DOING BUSINESS BETTER. TOGETHER

Thoughts on the week

2 Apr 2008 12:00 AM | Anonymous
I thought I should draw your attention to one or two of the latest features on sourcingfocus.com this week – the first full week for our new community. (We've been building the site for some months now and packing it with content. From this week it's your community, so please participate and share your views).

If you click along to our Library section – which, from your feedback, we're going to rename 'Features' – you'll see a number of new pieces by some leading professionals from our industry.

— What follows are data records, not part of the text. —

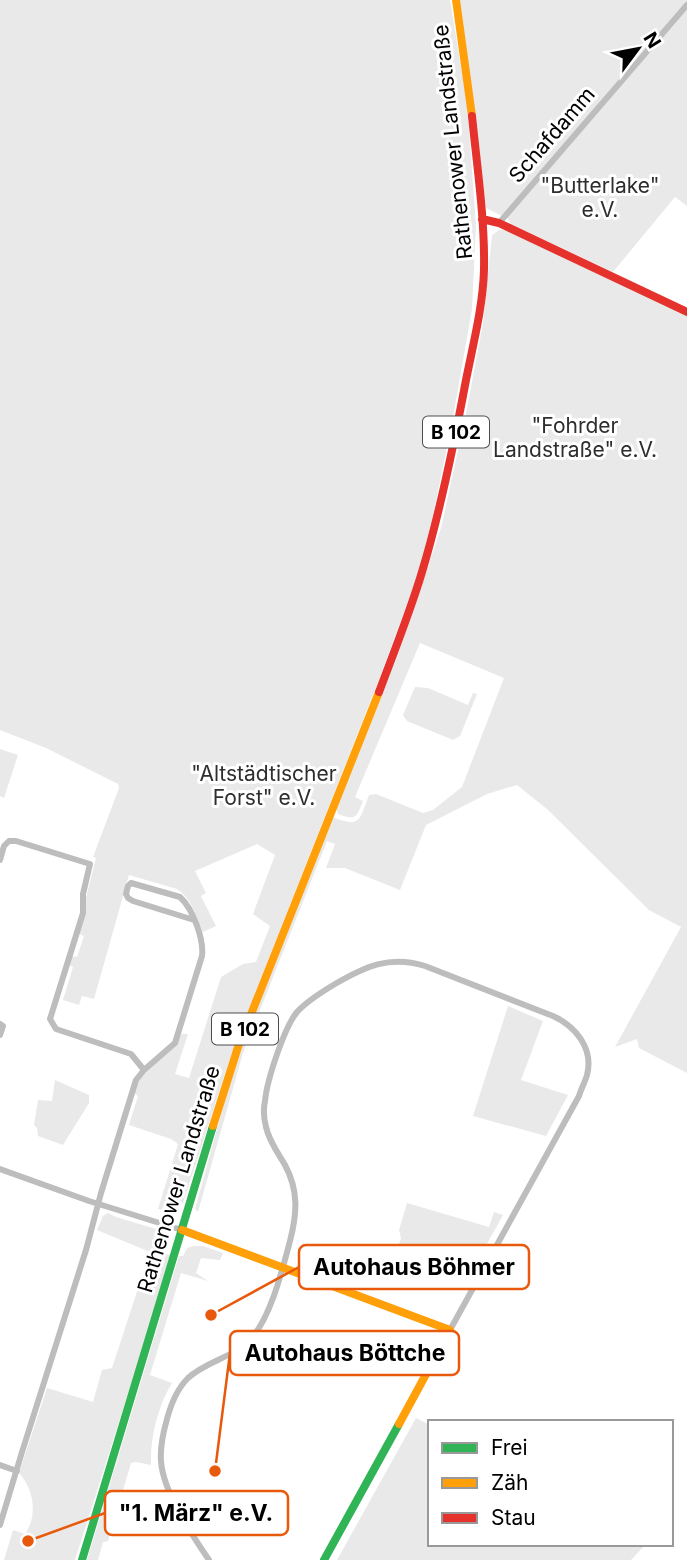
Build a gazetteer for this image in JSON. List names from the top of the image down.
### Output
{
  "streets": {
    "main road": ["Rathenower Landstraße", "B 102"],
    "street": ["Schafdamm"]
  },
  "parks": ["\"Butterlake\" e.V.", "\"Fohrder Landstraße\" e.V.", "\"Altstädtischer Forst\" e.V."],
  "places": ["Autohaus Böhmer", "Autohaus Böttche", "\"1. März\" e.V."],
  "legend": ["Frei", "Zäh", "Stau"],
  "north": "top right"
}
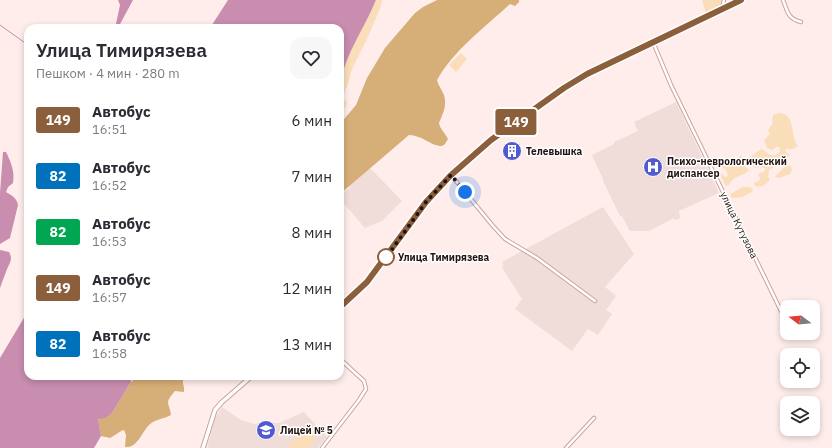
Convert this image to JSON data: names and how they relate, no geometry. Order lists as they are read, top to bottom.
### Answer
{
  "streets": {
    "street": ["улица Кутузова"]
  },
  "places": {
    "building": ["Телевышка"],
    "hospital": ["Психо-неврологический диспансер"],
    "other": ["Улица Тимирязева"],
    "school or university": ["Лицей № 5"]
  },
  "lines": ["bus line 149"],
  "north": "left",
  "page": {
    "on_map": "149",
    "heading": ["Улица Тимирязева", "Пешком · 4 мин · 280 m"],
    "list": [
      {
        "mark": "149",
        "name": "Автобус",
        "note": "16:51",
        "value": "6 мин"
      },
      {
        "mark": "82",
        "name": "Автобус",
        "note": "16:52",
        "value": "7 мин"
      },
      {
        "mark": "82",
        "name": "Автобус",
        "note": "16:53",
        "value": "8 мин"
      },
      {
        "mark": "149",
        "name": "Автобус",
        "note": "16:57",
        "value": "12 мин"
      },
      {
        "mark": "82",
        "name": "Автобус",
        "note": "16:58",
        "value": "13 мин"
      }
    ]
  }
}
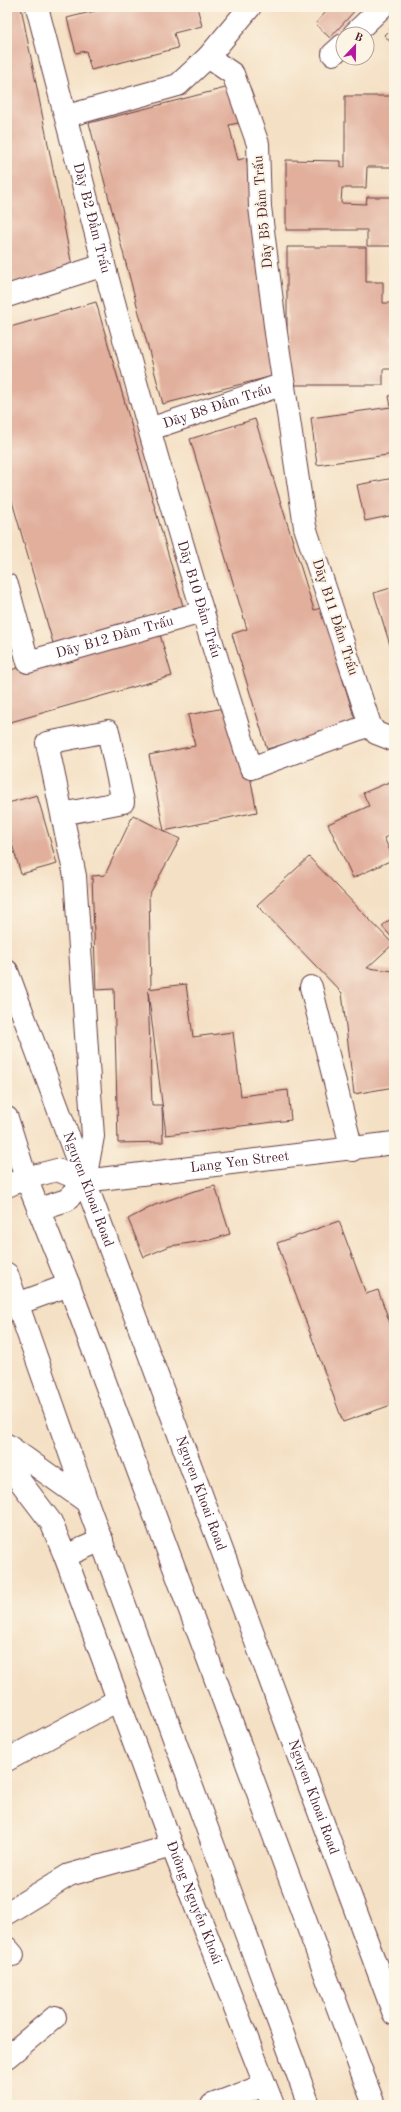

In the piece on legal process outsourcing (LPO), CPA's Rob Stitchbury looks at the importance of this highly specialist function to intellectual-property based businesses. Take a look: it's an erudite and informative read.

I've also commissioned a piece on the challenging and controversial area of outsourcing in the pharmaceuticals market. More than most industries, pharma is dominated by regulation and intense scrutiny (and rightly so) – not to mention the sensitivities inherent in a multibillion-dollar industry at a time when parts of the world are crying out for cheap drugs.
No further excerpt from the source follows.